Justice Moshinsky found that ACME failed to establish that Perpetual made any such alleged representations.  His Honour reasoned that because the offer contained in the Offer to Lease was:

  • Subject to execution of all legal documentation by the parties, which when read in context, conveyed that no contract would come into existence independently of the formal lease documentation. 
  • The written approval of the Landlord (to be given or withheld in its absolute discretion), which as at 27 March 2019, had yet to be given.

Although it was contended in ACME’s concise statement, an additional assertion that Perpetual engaged in unconscionable conduct, this claim was not pressed at the hearing of the proceedings.

Practical takeaways

Lavan has been involved in a number of situations where the parties have been in disagreement as to the binding effect of offer to lease document in recent times.

This case is one of just many examples that illustrate that the point at which the parties to a negotiation for a deal or transaction are legally bound can be difficult to judge.  Consequently, disputes regarding the binding nature of contracts must always be considered objectively and within the context of the parties’ negotiations.

The recurring theme in cases of this nature is the need for parties to be clear about the intention of their communications made during negotiations and other pre-contractual proceedings.  If a party does not intend to be bound until formalisation of the contract, this should be expressly stated at the commencement of negotiations and in correspondence.
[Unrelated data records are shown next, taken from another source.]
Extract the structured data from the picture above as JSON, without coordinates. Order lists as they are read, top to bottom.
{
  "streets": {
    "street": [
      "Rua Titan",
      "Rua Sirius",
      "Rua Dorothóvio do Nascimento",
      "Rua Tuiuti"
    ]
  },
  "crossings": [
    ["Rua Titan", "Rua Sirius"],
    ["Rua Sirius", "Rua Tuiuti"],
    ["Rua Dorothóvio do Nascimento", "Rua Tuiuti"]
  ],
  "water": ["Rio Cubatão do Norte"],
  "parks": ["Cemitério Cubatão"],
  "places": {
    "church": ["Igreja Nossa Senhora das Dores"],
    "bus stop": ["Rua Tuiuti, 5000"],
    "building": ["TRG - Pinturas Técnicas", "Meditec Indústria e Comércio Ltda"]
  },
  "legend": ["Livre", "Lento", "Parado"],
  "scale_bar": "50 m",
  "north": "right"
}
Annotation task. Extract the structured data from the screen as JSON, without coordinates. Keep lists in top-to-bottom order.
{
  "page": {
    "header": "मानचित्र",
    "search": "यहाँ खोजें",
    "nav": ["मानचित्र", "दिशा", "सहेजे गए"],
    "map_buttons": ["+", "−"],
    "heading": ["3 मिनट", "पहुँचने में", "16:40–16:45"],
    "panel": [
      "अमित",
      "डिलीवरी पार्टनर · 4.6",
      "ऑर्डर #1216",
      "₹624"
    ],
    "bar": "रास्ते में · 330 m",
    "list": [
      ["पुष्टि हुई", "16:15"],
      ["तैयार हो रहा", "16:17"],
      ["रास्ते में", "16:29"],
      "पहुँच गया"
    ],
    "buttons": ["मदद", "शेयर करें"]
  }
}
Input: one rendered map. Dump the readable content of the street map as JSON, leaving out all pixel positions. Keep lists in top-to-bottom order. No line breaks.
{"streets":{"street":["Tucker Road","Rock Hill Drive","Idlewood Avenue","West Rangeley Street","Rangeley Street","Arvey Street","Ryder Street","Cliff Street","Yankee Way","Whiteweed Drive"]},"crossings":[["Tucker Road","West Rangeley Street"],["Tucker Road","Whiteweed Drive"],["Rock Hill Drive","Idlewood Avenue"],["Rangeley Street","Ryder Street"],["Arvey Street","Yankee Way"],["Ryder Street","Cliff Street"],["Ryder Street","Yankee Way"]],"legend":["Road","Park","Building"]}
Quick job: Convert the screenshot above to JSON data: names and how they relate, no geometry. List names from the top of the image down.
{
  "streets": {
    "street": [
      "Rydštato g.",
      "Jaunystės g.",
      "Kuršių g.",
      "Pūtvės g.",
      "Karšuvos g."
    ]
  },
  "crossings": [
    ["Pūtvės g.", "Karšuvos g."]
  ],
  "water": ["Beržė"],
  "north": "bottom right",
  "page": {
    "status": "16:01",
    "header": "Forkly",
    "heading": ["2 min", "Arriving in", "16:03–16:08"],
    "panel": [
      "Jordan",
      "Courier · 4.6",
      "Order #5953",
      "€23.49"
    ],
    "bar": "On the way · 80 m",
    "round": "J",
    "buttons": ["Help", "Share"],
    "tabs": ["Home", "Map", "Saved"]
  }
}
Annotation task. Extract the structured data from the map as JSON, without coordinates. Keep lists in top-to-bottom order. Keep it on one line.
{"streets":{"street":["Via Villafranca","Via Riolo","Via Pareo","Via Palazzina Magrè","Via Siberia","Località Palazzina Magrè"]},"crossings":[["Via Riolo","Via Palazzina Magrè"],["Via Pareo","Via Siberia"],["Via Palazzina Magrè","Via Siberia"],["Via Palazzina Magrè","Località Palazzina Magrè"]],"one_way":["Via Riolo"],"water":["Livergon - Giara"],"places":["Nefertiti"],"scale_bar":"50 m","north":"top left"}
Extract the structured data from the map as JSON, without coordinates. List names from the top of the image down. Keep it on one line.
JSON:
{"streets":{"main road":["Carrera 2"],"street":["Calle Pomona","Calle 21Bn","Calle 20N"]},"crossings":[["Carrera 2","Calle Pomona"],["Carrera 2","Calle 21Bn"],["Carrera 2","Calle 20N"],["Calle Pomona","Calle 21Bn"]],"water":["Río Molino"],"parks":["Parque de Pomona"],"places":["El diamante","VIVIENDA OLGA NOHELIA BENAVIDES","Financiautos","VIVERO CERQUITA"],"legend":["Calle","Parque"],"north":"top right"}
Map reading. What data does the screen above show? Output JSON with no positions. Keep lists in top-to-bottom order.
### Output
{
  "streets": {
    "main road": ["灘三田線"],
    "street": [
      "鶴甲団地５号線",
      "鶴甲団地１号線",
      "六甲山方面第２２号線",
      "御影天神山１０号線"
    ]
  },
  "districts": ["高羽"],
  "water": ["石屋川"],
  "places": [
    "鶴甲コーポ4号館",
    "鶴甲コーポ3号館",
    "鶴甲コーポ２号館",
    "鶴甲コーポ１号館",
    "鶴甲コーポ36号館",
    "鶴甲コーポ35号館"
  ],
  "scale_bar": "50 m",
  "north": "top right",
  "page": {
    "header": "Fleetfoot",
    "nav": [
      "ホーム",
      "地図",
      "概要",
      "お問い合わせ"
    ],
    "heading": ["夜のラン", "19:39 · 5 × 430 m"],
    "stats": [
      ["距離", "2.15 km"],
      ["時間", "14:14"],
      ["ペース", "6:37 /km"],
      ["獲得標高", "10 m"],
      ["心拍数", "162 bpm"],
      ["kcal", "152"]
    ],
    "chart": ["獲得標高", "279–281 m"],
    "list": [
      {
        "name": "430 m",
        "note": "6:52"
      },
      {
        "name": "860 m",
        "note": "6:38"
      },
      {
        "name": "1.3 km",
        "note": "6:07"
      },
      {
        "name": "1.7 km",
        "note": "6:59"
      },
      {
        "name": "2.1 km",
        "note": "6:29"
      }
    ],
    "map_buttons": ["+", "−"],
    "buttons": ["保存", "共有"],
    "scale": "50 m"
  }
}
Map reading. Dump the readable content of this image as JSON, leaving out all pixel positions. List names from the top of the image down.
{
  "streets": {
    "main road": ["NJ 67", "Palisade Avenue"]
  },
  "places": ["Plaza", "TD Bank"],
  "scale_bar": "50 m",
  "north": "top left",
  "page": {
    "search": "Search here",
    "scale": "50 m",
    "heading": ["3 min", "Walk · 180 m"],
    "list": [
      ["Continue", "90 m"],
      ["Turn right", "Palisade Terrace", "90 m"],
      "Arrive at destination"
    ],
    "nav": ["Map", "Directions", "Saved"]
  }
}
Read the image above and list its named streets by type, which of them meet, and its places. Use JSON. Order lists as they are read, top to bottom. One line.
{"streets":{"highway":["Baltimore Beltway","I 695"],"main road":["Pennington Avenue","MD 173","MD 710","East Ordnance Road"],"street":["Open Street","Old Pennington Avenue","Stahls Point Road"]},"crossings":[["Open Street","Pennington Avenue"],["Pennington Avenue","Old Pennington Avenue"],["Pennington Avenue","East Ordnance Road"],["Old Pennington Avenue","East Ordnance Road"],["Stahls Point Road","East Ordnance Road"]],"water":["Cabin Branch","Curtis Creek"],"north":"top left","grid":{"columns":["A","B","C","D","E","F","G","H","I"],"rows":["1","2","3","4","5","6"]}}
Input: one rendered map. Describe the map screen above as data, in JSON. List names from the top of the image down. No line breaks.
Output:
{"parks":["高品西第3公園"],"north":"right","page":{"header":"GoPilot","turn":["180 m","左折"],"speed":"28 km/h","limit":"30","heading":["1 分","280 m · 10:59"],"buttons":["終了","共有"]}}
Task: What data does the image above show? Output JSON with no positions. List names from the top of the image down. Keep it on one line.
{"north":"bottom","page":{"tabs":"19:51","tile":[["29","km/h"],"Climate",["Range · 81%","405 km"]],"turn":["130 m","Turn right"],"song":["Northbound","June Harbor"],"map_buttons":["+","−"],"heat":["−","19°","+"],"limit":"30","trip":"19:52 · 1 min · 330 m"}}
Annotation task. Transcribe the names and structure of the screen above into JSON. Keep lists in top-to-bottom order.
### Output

Conversely, if a party intends the parties to be bound by the precontractual negotiations and exchange of paper and correspondence, this should be clearly set out in those papers or that correspondence.

Any negotiation that is expressed to be subject to the preparation of formal legal documentation should be regarded as not binding until that documentation has been prepared and executed by the parties.

The only way to change this view is to clearly state in the concluded negotiation that the parties are bound by the terms of that negotiation notwithstanding the requirement for the preparation of formal legal documentation. In the absence of such a clear intention, the parties should not proceed on the basis that there is a concluded agreement before the formal documentation is executed.

If in doubt, parties should always proceed on the basis that there is no concluded agreement until the formal documentation has been executed.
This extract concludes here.